== SUPPLIED INFORMATION

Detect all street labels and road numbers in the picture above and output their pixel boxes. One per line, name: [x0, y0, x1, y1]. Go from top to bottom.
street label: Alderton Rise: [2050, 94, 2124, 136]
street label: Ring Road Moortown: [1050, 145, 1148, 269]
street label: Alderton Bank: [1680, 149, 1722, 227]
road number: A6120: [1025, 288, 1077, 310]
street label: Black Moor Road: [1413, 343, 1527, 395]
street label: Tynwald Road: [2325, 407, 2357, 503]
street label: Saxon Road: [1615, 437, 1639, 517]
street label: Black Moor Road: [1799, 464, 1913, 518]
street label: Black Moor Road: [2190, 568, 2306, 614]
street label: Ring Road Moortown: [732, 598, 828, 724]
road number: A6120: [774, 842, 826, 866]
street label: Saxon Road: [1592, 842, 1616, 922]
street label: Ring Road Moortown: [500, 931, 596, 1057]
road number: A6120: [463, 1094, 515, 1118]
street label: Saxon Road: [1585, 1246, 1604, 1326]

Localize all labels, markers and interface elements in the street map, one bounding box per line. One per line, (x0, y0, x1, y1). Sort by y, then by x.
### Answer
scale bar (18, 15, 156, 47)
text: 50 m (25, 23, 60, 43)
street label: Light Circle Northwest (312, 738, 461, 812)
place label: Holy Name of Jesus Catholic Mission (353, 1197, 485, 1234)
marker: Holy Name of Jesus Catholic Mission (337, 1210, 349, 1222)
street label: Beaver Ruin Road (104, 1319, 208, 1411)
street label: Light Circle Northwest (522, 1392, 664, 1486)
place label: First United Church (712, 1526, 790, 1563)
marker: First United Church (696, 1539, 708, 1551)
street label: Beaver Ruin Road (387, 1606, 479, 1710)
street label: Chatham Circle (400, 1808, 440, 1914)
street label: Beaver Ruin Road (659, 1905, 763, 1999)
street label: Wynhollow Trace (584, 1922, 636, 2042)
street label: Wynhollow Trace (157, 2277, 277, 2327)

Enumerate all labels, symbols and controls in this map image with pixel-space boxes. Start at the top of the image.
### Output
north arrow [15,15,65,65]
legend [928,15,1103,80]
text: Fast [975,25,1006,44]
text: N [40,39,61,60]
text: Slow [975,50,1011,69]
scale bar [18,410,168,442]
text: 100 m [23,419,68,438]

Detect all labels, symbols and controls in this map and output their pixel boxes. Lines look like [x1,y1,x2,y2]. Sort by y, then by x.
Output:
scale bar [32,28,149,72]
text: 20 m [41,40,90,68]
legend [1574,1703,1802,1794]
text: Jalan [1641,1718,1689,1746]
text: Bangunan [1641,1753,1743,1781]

====

• EXERCISE:
Filter the entries and copy out every line with the word "symbols".

• SOLUTION TO THE PROBLEM:
Enumerate all labels, symbols and controls in this map image with pixel-space boxes. Start at the top of the image.
Detect all labels, symbols and controls in this map and output their pixel boxes. Lines look like [x1,y1,x2,y2]. Sort by y, then by x.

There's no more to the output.